Their thoughts are instructive:
Dan Birmingham: “My guys watch me closely when I wrap. But
what you’re talking about here happens pretty quickly. The pad goes on and then you put more gauze over it. So sure; it’s possible that the fighter wouldn’t know.”
Pat Burns: “Some fighters don’t pay attention when their hands are being wrapped. They’re listening to music or talking to someone or watching a television monitor. And even if they’re watching, they’re not wondering what’s in the knuckle pad. If I wanted to put a few layers of hardened gauze inside a fighter’s knuckle pads, I could and the fighter would never know.”
Freddie Roach: “If I did something like that, which I wouldn’t,
I think I could do it without my fighter knowing. And if I was the fighter; Eddie Futch [who trained Roach] would never have done something like that. But if he had,
I think he could have kept it secret from me.”
Don Turner: “I wouldn’t do it. I don’t cheat. But
if I wanted to, unless what I was putting into the knuckle pad was very heavy, I could do it in a way that the fighter wouldn’t know. Even if the fighter is watching me wrap, he might not know because he wouldn’t see or feel the difference.”
Emanuel Steward: “My experience has been that a fighter watches very closely when his hands are being taped. But
in a situation like this, it’s definitely possible that a trainer could put an insert in the knuckle pad without the fighter knowing. When I get in the dressing room before a fight, one of the first things I do is make two knuckle pads and put them on the table. I don’t put them in my bag. I leave them out on the table, and so does every other trainer I know of. So I have a hard time believing that Capetillo took the wrong knuckle pads out of his bag by mistake. But the fighter doesn’t watch me make the knuckle pads. A lot of times, the fighter isn’t even there when I make them. So the fighter wouldn’t know if I put something inside the pads unless I told him or the pads were heavy enough that he could feel a difference.”
Naazim Richardson: “I’m the wrong person to ask about this.

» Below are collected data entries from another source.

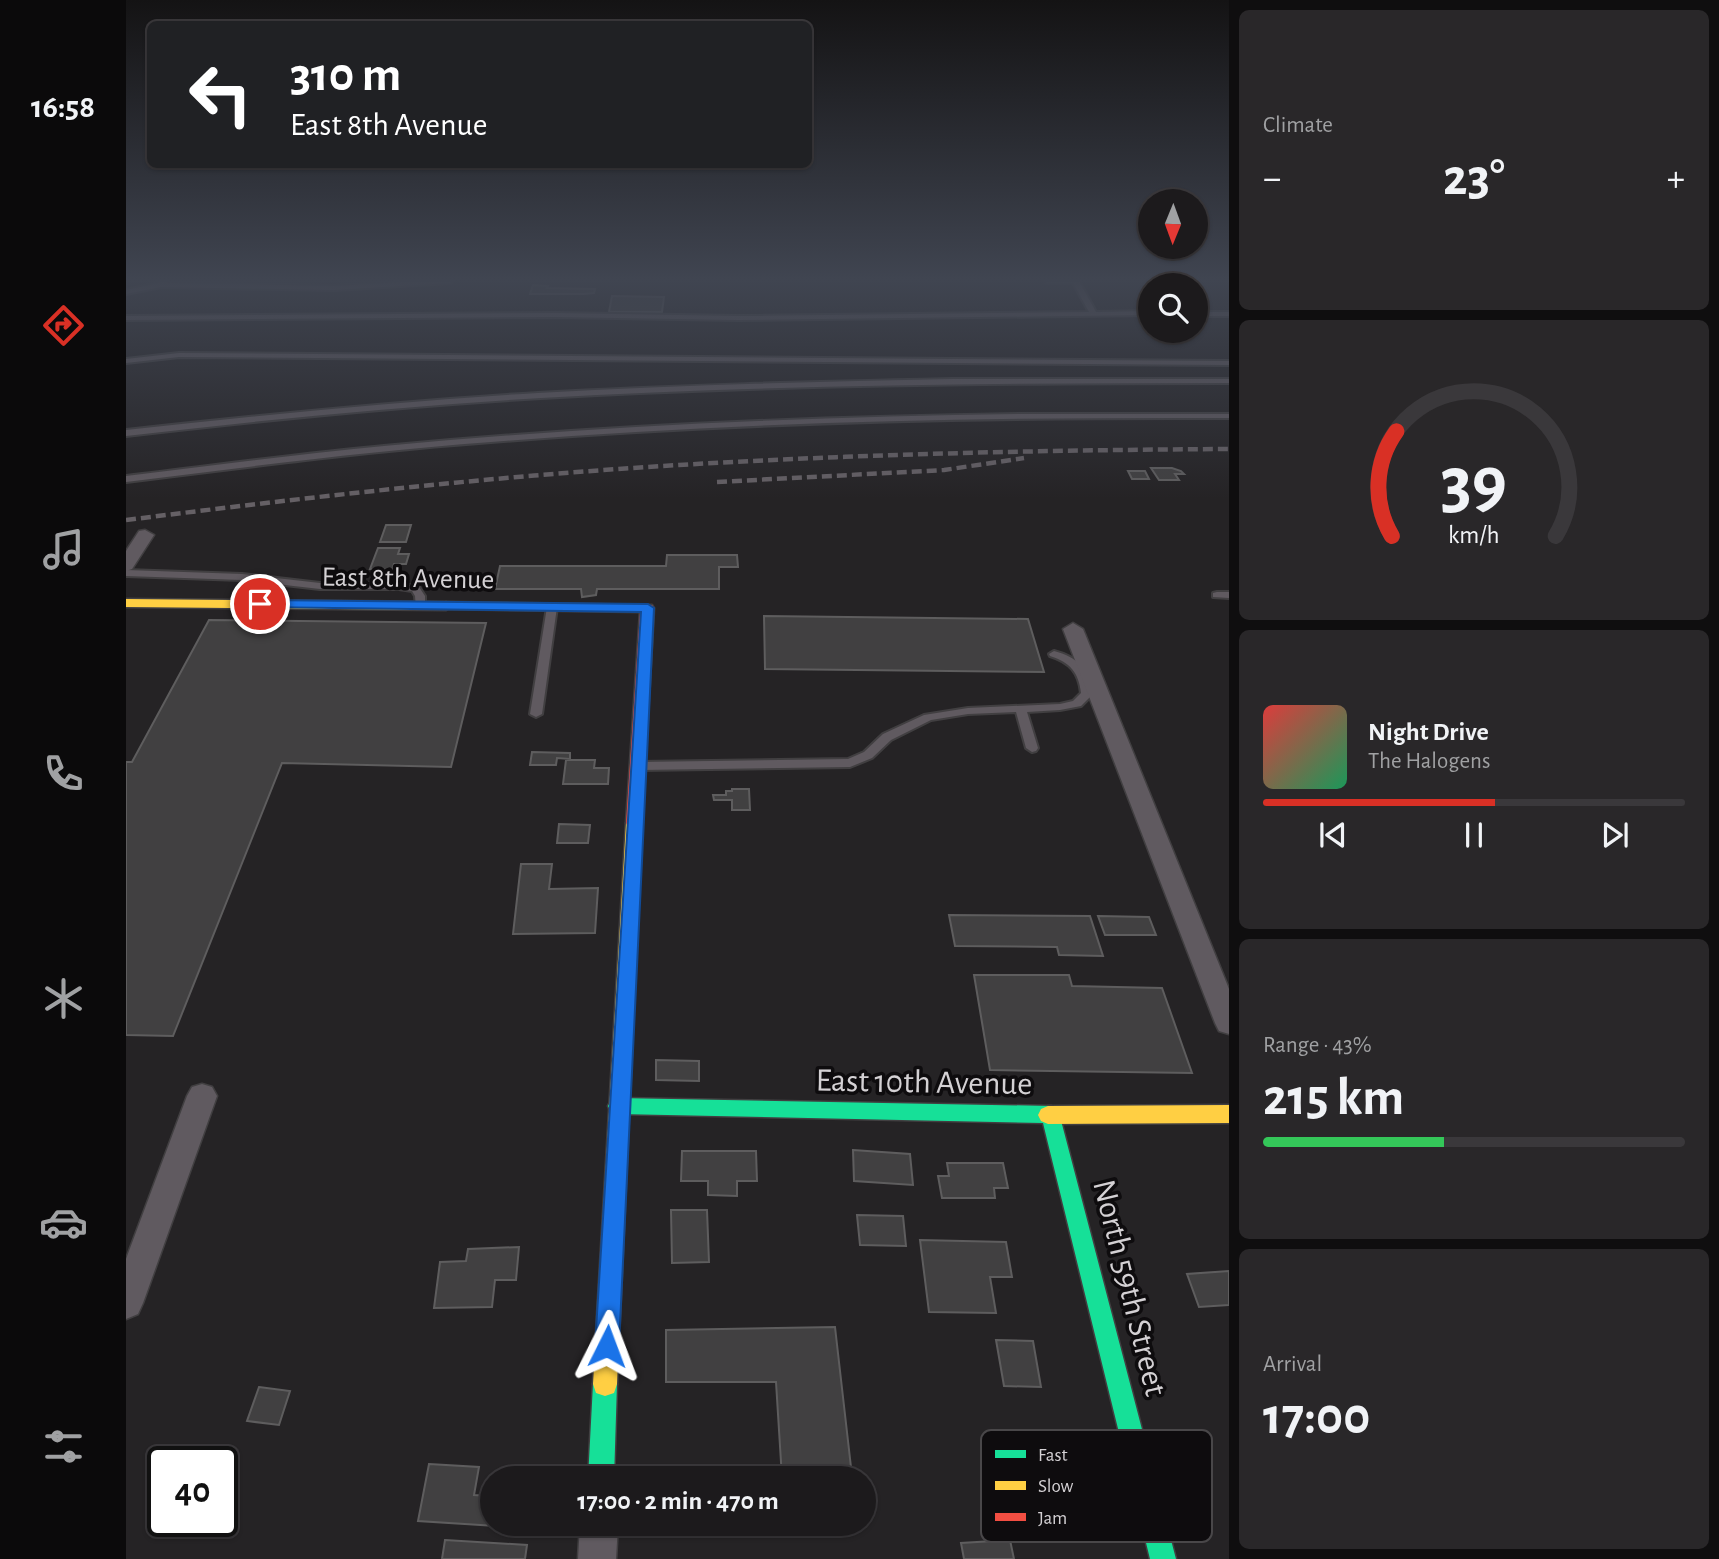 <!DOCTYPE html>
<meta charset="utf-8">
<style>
:root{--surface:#1c1a1c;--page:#292729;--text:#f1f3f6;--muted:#a0a1a3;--line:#3a383b;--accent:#d93025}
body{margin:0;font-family:"Alegreya Sans",sans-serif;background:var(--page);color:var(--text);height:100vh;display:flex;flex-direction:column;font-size:26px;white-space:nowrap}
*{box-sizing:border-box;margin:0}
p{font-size:23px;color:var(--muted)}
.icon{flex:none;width:38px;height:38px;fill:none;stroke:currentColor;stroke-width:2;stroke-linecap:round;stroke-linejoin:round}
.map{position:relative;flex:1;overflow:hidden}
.panel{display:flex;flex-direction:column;gap:10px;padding:10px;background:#0f0e0f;width:490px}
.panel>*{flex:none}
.banner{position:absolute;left:21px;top:21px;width:665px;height:147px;border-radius:10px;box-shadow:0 2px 5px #0004,0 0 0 2px var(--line);background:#202124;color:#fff;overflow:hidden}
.needle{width:46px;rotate:181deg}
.fabs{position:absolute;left:1012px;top:189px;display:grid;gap:14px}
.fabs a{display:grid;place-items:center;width:70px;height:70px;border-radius:50%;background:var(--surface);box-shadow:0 2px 5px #0004,0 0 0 2px var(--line);font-size:35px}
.speed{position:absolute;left:21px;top:1446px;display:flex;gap:14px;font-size:35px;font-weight:700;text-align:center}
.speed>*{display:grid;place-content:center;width:91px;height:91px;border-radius:50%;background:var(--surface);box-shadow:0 2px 5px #0004,0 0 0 2px var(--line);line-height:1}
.speed .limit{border:4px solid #111;border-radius:10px;background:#fff;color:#111}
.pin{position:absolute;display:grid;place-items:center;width:60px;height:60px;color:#fff;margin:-30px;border:4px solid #fff;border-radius:50%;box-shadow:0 2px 7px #0007}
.me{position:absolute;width:77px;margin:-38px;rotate:3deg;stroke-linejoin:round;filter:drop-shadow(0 0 5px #0008)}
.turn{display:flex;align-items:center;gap:24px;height:147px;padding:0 28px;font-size:32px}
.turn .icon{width:91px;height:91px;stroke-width:2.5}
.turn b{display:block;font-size:49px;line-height:60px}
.big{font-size:52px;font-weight:700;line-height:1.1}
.panel .card{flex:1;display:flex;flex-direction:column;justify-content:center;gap:10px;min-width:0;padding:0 24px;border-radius:10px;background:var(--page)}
.panel .dial{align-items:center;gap:0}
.dial svg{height:182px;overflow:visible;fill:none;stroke:var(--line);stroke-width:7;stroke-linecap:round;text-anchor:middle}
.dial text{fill:var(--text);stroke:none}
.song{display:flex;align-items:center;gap:21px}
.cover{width:84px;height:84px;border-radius:10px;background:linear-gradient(135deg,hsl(0 70% 55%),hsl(150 70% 35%))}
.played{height:7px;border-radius:4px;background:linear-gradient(90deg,var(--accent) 55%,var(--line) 55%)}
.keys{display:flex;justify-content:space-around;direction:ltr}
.heat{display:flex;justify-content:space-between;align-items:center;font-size:38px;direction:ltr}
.charge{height:10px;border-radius:5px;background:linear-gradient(90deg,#34c759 43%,var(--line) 0)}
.trip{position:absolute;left:354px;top:1466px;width:396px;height:70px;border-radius:35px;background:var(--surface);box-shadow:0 2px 5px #0004,0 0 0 2px var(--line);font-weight:700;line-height:70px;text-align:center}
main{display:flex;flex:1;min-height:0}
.tab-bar{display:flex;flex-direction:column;width:126px;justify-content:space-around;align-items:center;background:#0b0a0b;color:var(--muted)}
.tab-bar .icon{width:49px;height:49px}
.tab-bar .on{color:var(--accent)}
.tab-bar b{font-size:32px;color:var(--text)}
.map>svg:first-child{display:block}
.building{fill:#414041;stroke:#5e5d5e;stroke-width:2}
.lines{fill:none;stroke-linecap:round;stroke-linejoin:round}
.lane-casing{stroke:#413f41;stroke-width:4}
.street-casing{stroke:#413f41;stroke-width:3}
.fast-casing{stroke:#413f41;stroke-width:3}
.slow-casing{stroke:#413f41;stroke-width:3}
.jam-casing{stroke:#413f41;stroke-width:3}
.lane{fill:#605a60;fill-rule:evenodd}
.street{fill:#605a60;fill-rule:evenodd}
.fast{fill:#16e098;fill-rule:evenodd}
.slow{fill:#ffcf43;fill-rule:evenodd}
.jam{fill:#f24e42;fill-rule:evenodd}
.rail{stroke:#656065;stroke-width:4.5;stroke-dasharray:10 5;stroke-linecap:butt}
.route{fill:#1a73e8;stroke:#114b97;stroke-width:2}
.labels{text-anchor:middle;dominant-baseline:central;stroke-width:7;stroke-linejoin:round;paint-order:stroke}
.street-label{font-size:28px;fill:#d4d1d4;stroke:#0e0c0e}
.near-street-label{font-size:33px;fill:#d4d1d4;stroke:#0e0c0e}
.key{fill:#0e0c0e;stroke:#494749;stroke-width:2}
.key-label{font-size:19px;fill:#d4d1d4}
</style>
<main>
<nav class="tab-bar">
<b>16:58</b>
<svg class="icon on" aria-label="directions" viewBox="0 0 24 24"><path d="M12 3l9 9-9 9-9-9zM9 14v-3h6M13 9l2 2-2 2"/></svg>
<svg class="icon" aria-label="music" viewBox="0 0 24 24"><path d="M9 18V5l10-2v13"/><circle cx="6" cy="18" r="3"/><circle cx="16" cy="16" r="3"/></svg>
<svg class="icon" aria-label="phone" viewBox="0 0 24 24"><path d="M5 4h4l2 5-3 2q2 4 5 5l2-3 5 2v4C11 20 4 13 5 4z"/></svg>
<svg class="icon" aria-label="climate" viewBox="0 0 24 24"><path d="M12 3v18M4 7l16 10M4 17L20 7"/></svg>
<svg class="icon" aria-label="car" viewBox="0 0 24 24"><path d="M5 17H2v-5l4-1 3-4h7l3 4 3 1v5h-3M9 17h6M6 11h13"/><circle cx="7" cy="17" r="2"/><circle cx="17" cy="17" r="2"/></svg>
<svg class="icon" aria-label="filters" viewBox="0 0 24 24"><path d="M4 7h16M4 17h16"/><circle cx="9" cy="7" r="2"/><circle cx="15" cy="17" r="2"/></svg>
</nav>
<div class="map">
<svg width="1103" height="1559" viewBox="0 0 1103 1559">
<rect width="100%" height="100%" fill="#252325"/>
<path class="building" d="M407 285 422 286 421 288 469 289 468 293 458 294H404Z
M486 296 538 297 536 312H483Z
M1025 468H1046L1055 471 1058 474H1049L1053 480H1033Z
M1002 471H1019L1023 479H1006Z
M260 525H285L280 542H254Z
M252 548H274L272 554H283L280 564H268L266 570 244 569Z
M541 555H611L612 567H593V589H471L470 595 456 597 455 589H369L374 566H540Z
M638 616 902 619 918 672 639 669Z
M83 620 360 623 325 767 156 763 47 1036 0 1035V762H6Z
M406 752 444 753V759L431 758 430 765H404Z
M440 760H469L468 768H483L482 784H437Z
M606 789H623L624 810H606V800H588L587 795H600V791H606Z
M433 824 464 825 462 843H431Z
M395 864H426L423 889 472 888 469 933 387 934Z
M823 915 964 916 977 956 933 955 931 947 829 946Z
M972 916 1023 917 1030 935H979Z
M848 975H943L946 986 1036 988 1066 1073 864 1070Z
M530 1060 573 1061V1081L530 1080Z
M727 1150 784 1154 787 1185 728 1181Z
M556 1151H630L631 1181H611V1196L582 1195V1181H555Z
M821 1163H877L882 1188H868L869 1198H816L812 1176H823Z
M545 1210H581L583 1262 546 1263Z
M731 1215 777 1216 780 1246 734 1245Z
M794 1240 880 1242 886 1277H864L870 1313 803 1312Z
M393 1247 390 1280H369L366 1307 308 1308 314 1262 340 1261 342 1249Z
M1103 1271V1305L1073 1307 1061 1274Z
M709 1327 726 1476 656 1478 650 1382H540V1330Z
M870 1340 907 1341 915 1387 878 1386Z
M133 1387 164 1391 153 1425 121 1421Z
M303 1464 353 1467 348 1495 366 1496V1524L370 1526 292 1521Z
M319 1540 401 1545 399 1559H316Z
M884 1540 888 1559H838L835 1543Z"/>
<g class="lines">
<g class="lane-casing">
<path id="lane" d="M36 281H42L41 283 208 286 297 281H327L324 283 208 290 35 287 0 294V290L33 283Z
M918 281H953L970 312 1024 311V315L612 320 429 317 0 320V316L429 313 612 316 963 312 947 283H921Z
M1069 312H1103V316H1069Z
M53 353 1103 361V365L53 357 0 363V359Z
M826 379H1103V383C873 383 644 385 415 398 276 406 138 420 0 436V430C137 415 275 401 412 393 550 385 688 382 826 379Z
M892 414H1103V418C857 417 610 422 365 442 242 451 121 467 0 482V476C86 466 171 454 258 446 468 426 680 417 892 414Z
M0 570 116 574 194 583H273L293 587 299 596V606L294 609 290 608 289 596 286 591 273 589H194L116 580 0 576Z
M1091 592H1103V598L1087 597V593Z
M426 604 431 607 416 714 410 717 404 714 421 607Z
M928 651C951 657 964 669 967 694L955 706 934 710 901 712 912 748 910 751 906 752 900 748 890 712 842 714 805 720 765 740 746 758 724 767 513 770 507 766 513 762 722 759 738 752 757 734 798 715 842 708 934 704 947 701 955 693C953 673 944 662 924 656L923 654Z"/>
</g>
<g class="street-casing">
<path id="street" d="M19 530 28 535 6 569 0 571V551L13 531Z
M947 623 957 629 1103 989V1034L1093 1031 1089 1023 937 629Z
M76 1084 86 1087 91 1096 17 1303 12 1314 0 1319V1259L61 1096 66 1087Z
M454 1524H492L490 1559H452Z"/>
</g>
<g class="fast-casing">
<path id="fast" d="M492 1098 925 1106 932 1109 1050 1559H1024L917 1123 492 1114 485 1112 482 1106 485 1100Z
M479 1372 488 1375 491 1384 488 1479H462L467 1384 470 1375Z"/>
</g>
<g class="slow-casing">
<path id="slow" d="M0 599 320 602 327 606 320 610 0 607Z
M508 818 516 823 491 1384 488 1393 479 1396 470 1393 467 1384 500 823Z
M1103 1105V1123L922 1124 915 1121 912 1115 915 1109 922 1106Z"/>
</g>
<g class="jam-casing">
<path id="jam" d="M320 602 526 605 528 608 516 823 514 827H502L500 823 514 612 315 609 313 606Z"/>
</g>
<use href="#lane" class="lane"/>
<use href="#street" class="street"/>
<use href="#fast" class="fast"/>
<use href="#slow" class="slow"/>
<use href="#jam" class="jam"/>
<path class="rail" d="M591 482 818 470 898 458
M0 520C184 497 368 476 553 465 736 454 919 450 1103 449"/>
</g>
<linearGradient id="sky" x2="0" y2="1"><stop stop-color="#141314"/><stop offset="0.56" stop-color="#404551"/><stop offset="1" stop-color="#404551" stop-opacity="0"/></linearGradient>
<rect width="1103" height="499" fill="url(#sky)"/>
<path class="route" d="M134 600 522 604 528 608 493 1346 490 1354 481 1357 473 1354 469 1346 515 612 129 607 127 604Z"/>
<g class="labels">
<g class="street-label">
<text transform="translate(282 579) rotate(1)">East 8th Avenue</text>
</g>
<g class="near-street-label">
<text transform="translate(798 1083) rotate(1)">East 10th Avenue</text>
<text transform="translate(1003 1288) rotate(76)">North 59th Street</text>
</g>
</g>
<rect x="855" y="1430" width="231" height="112" rx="10" class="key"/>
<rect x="869" y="1450" width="31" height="8" fill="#16e098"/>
<rect x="869" y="1481" width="31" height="9" fill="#ffcf43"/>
<rect x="869" y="1513" width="31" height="8" fill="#f24e42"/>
<g class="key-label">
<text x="912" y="1461">Fast</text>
<text x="912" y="1492">Slow</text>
<text x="912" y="1524">Jam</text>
</g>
</svg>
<div class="fabs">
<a><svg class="needle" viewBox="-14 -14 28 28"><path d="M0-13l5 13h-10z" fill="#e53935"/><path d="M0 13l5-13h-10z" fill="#a0a1a3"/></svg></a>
<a><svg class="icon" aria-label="search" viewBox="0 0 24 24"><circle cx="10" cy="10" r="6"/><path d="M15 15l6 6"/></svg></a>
</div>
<div class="speed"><div class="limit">40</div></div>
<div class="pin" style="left:134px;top:604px;background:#d93025"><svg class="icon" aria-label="arrive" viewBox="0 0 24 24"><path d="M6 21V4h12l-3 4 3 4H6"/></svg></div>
<svg class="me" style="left:481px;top:1346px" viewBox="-20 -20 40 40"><path d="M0-17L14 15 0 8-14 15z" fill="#1a73e8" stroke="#fff" stroke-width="4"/></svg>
<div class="trip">17:00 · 2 min · 470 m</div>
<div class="banner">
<div class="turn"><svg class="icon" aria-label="left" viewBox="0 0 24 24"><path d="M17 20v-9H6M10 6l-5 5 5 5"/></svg><div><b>310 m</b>East 8th Avenue</div></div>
</div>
</div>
<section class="panel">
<div class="card"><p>Climate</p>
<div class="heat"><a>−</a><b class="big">23°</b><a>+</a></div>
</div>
<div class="card dial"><svg viewBox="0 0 100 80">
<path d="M14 69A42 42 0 1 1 86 69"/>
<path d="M14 69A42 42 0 0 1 16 23" stroke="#d93025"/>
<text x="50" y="56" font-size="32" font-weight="700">39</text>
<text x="50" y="72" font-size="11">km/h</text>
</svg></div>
<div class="card">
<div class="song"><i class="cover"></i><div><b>Night Drive</b><p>The Halogens</p></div></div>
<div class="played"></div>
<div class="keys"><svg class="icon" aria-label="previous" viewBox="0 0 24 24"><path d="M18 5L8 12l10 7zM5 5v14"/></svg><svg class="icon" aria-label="pause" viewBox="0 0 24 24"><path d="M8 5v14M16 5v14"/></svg><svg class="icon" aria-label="next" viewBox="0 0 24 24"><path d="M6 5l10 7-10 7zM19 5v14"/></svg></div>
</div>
<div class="card"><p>Range · 43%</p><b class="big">215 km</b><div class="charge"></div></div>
<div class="card"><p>Arrival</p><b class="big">17:00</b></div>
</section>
</main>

If a guy is driving a truck and tries to run my daughter over and misses, don’t ask me what the punishment should be.
But to be fair, yes, a fighter might not know.”
Could Antonio Margarito have been complicit in the handwrap scandal?
Yes; but we don’t know that he was. And there’s no way that a fighter in his situation can prove his innocence.
If Margarito knew that his knuckle pads contained illegal inserts, a lifetime ban from boxing would be warranted. But a fighter’s career shouldn’t be terminated on a guess.